AIM OF THE EXERCISE: The required result is every line of the records that includes "halo".

(SOURCE RECORDS Opens)

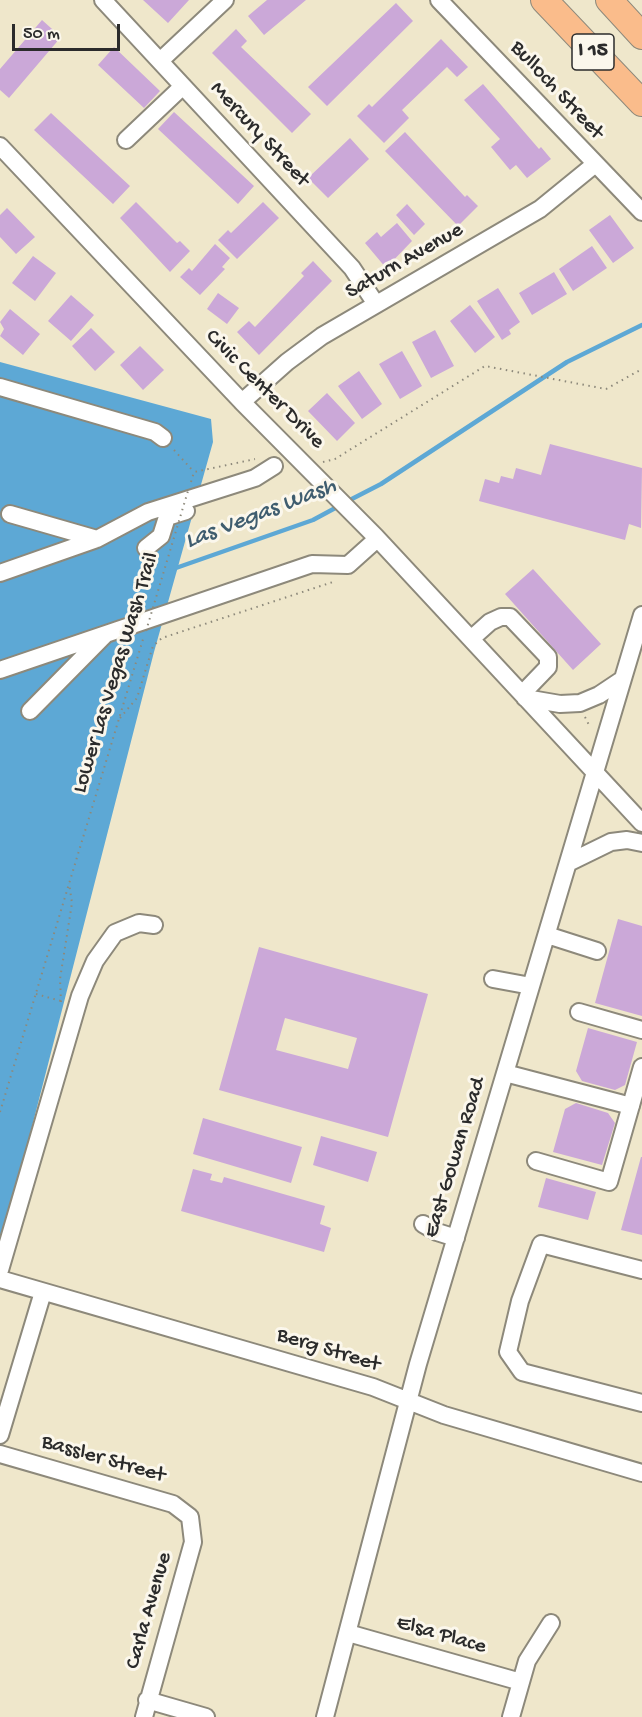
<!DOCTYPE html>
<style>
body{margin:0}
#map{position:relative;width:642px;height:1717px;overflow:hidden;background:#efe7cb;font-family:"Gochi Hand",sans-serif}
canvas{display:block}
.scale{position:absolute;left:12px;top:24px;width:108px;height:27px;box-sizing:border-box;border:3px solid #2b2b2b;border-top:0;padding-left:8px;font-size:18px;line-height:21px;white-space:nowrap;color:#2b2b2b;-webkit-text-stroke:4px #fbf7ec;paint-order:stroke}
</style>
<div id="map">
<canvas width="642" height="1717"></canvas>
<div class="scale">50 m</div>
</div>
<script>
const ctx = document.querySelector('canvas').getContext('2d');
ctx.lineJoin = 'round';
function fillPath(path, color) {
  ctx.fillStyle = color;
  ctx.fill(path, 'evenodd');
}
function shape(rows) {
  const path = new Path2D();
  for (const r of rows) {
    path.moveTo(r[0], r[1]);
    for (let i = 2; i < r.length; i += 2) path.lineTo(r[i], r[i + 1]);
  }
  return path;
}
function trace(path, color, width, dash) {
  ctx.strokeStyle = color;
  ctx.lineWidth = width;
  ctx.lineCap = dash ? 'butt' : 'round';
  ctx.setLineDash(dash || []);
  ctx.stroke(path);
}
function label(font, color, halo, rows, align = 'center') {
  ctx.font = font + ' "Gochi Hand",sans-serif';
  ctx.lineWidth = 6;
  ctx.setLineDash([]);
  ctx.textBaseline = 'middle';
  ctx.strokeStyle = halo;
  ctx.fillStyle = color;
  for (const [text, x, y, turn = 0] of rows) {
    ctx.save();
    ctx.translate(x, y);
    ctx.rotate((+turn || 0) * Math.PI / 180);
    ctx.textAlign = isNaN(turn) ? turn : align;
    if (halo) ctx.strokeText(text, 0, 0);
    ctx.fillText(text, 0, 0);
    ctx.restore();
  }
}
fillPath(shape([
 [0,362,211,419,213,442,154,652,0,1251]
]), '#5da8d5');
trace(shape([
 [346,502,381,484,567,362,642,325],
 [173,569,313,520,339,506]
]), '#5da8d5', 4.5);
fillPath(shape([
 [143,0,189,0,168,23],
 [267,0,306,0,264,35,248,16],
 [396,3,413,21,327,106,308,87],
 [42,20,61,37,9,98,0,90,0,69],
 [236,29,247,41,241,47,311,114,292,133,212,53],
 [441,39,468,67,457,77,447,67,402,110,409,118,384,143,357,116,369,104,372,107],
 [114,47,160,91,144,108,98,65],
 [483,84,539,149,541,147,551,159,527,178,516,165,510,170,491,147,500,139,464,100],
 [174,112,254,186,238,204,158,129],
 [51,113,130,186,113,204,34,130],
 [405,132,465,197,467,195,478,206,458,226,385,151],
 [350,138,369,159,328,198,308,178],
 [136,202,177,243,180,241,190,251,170,272,120,218],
 [263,202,279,218,237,259,218,240,228,230,231,233],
 [407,204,425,224,414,235,396,215],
 [7,208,35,237,16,254,0,237,0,215],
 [610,215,634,248,613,263,589,230],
 [397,223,412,241,386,268,365,243,377,232,381,237],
 [215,244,230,258,222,267,225,269,200,295,180,277,189,268,192,271],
 [592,246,607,268,573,291,559,269],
 [33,256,56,273,35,301,12,283],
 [313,261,332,281,259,355,237,332,249,321,255,327,304,276,301,273],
 [554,272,567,294,532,315,519,293],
 [498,288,520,322,509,330,511,334,502,340,477,301],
 [218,293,239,308,227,324,207,309],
 [71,295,94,315,71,341,48,321],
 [470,305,495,337,475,353,450,321],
 [10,309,40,334,23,355,0,336,4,329,0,322],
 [91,328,115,352,95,371,72,346],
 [435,330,454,366,431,378,412,342],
 [140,346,164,370,143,390,120,365],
 [402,351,422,386,400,399,379,364],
 [359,371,382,404,362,419,338,386],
 [327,393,355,423,337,441,308,411],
 [550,444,642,468,641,528,629,524,625,540,479,501,485,479,499,483,501,476,513,479,516,468,541,475],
 [533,569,601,644,573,670,505,594],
 [618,919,642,926,642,1016,595,1003],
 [259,947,428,994,388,1137,219,1090],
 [285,1018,357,1038,348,1069,276,1050],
 [588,1028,637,1042,625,1085,615,1090,582,1081,576,1071],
 [576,1103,608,1113,615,1123,602,1165,553,1152,565,1109],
 [203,1118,302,1147,291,1183,193,1154],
 [321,1136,377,1152,368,1182,313,1165],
 [641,1157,642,1157,642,1235,621,1230],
 [193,1169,212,1174,210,1180,222,1183,224,1177,325,1206,320,1224,331,1228,324,1252,181,1211],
 [546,1178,596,1192,588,1220,538,1207]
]), '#cba8d8');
const minor = shape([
 [103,0,352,268,376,304],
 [439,0,642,212],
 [160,61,225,0],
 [126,140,183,86],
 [0,146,242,402,376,537,642,823],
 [0,387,155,432,163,438],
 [242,402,287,362,322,336,540,209,594,165],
 [10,514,97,539],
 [146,548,161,536,167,517,186,511],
 [0,573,97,539,148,512,255,478,274,466],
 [471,639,490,622,501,617,510,617,548,657,548,667,522,694],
 [0,670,312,564,348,565,377,539],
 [525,698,560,704,580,703,599,695,620,681],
 [30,711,105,635],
 [568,863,611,842,627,840,642,843],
 [547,935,597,951],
 [493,979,531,986],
 [579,1012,642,1030],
 [505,1073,631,1106],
 [536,1161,609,1182,642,1067],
 [423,1224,437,1232,456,1238],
 [0,1270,80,996,95,961,115,933,139,923,154,925],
 [642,1270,541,1244,520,1301,508,1352,522,1372,642,1403],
 [0,1279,373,1387,444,1415,642,1473],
 [0,1435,43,1292],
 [0,1454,173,1504,190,1517,193,1542,144,1717],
 [348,1633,521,1682],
 [147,1700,206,1717],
 [325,1717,418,1364,642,615],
 [511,1717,527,1661,551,1623]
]);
const highway = shape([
 [544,0,642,103],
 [609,0,642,36]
]);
trace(minor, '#8d897b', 20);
trace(highway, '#8d897b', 28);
trace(shape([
 [174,450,194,472],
 [323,462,335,459,485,366,606,389,642,369],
 [191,482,194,472,255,459],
 [585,717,589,725],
 [120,718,137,698,153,646,162,638,336,581],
 [36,994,61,1001],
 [61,1002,60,979,72,903,69,883],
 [0,1112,144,636]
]), '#8d897b', 2, [1.5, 4.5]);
trace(minor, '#fff', 16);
trace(highway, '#fabc8b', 26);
trace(shape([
 [146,631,188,491]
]), '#8d897b', 2, [1.5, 4.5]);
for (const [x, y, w] of [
 [593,52,42]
]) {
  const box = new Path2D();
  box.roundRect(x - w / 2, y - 18, w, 36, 4.5);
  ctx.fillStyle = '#fbf7ec';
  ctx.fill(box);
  trace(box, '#2b2b2b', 1.5);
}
label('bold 21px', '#2b2b2b', null, [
 ["I 15",593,52]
]);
label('22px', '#2b2b2b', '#fbf7ec', [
 ["Bulloch Street",556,91,47],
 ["Mercury Street",259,135,47],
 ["Saturn Avenue",405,262,-30],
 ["Civic Center Drive",264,390,45],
 ["Lower Las Vegas Wash Trail",117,673,-73],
 ["East Gowan Road",456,1158,-73],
 ["Berg Street",328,1351,17],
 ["Bassler Street",103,1460,16],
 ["Carla Avenue",150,1611,-74],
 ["Elsa Place",441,1636,16]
]);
label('italic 24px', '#3f5d6f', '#fbf7ec', [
 ["Las Vegas Wash",261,515,-21]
]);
</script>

(SOURCE RECORDS Closes)

RESPONSE AREA:
function label(font, color, halo, rows, align = 'center') {
  ctx.strokeStyle = halo;
    if (halo) ctx.strokeText(text, 0, 0);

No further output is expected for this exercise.